Count, in the entries below, the lines in which "Avenida" occurs. Give the number, nothing more.
::: DATA SUPPLIED :::
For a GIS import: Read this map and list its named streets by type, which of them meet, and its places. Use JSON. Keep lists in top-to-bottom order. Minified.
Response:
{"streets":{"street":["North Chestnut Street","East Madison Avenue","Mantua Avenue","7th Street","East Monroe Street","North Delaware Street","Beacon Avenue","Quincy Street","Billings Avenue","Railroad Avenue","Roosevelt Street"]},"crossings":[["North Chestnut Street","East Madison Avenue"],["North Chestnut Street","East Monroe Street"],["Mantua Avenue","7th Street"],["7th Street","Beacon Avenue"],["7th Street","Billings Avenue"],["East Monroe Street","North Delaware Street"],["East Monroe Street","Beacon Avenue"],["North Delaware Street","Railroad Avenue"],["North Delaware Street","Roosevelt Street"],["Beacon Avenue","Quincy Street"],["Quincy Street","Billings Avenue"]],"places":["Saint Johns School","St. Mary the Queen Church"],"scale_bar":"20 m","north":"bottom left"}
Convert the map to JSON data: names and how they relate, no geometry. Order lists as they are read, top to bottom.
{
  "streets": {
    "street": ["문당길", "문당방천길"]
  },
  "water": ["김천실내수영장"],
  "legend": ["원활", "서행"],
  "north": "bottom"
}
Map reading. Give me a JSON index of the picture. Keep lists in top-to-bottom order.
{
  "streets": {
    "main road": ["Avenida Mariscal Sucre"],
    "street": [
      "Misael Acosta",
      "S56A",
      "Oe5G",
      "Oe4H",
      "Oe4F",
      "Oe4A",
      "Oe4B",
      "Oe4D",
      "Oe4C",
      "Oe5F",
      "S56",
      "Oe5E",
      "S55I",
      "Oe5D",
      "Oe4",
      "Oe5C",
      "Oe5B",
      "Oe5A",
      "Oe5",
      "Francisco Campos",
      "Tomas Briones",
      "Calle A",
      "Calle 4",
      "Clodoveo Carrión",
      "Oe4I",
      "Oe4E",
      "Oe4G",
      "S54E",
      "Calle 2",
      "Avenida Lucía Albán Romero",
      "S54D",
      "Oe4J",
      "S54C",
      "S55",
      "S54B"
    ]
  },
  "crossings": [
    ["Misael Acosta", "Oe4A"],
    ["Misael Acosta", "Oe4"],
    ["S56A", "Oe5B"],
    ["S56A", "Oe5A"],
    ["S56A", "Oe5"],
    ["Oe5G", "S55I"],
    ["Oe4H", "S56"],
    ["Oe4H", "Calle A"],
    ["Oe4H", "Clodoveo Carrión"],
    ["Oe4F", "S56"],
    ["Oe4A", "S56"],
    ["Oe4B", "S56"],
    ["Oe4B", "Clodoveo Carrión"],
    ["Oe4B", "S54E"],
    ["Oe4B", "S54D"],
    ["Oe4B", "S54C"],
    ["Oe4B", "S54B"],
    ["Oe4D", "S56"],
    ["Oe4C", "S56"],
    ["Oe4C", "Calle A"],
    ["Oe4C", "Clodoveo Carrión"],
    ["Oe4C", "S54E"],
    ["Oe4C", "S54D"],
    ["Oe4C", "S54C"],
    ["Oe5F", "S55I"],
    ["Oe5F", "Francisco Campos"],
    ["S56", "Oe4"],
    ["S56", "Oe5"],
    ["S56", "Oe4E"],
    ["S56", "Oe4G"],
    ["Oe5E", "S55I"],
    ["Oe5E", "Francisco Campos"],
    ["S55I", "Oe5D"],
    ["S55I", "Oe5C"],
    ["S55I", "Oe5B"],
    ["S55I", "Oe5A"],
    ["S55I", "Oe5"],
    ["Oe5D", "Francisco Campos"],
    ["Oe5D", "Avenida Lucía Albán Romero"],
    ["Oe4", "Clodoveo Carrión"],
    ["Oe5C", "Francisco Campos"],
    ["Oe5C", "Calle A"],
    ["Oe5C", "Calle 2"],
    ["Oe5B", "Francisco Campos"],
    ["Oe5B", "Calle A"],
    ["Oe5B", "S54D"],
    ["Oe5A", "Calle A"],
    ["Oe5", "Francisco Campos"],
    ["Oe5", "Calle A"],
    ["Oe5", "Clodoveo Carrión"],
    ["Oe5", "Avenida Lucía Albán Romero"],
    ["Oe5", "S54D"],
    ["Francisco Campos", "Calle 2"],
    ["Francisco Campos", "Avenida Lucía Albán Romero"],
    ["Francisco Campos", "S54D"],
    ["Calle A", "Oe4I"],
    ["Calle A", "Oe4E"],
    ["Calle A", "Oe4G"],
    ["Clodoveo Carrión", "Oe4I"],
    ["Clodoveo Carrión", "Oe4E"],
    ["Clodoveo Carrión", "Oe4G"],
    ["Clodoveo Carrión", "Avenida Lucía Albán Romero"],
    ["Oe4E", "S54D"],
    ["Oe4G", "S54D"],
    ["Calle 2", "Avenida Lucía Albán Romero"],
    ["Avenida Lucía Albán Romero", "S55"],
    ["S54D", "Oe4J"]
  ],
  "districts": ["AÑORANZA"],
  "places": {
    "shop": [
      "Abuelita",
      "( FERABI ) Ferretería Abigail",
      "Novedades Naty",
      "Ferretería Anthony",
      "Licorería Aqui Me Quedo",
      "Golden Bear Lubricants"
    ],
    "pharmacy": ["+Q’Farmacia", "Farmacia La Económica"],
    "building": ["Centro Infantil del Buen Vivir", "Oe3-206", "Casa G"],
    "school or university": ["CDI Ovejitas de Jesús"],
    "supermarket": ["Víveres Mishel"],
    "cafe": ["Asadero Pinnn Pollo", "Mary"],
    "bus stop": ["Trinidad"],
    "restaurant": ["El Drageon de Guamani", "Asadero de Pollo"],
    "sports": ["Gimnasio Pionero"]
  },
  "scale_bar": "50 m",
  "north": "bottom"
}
:::
◆ WRITTEN ANSWER ◆
8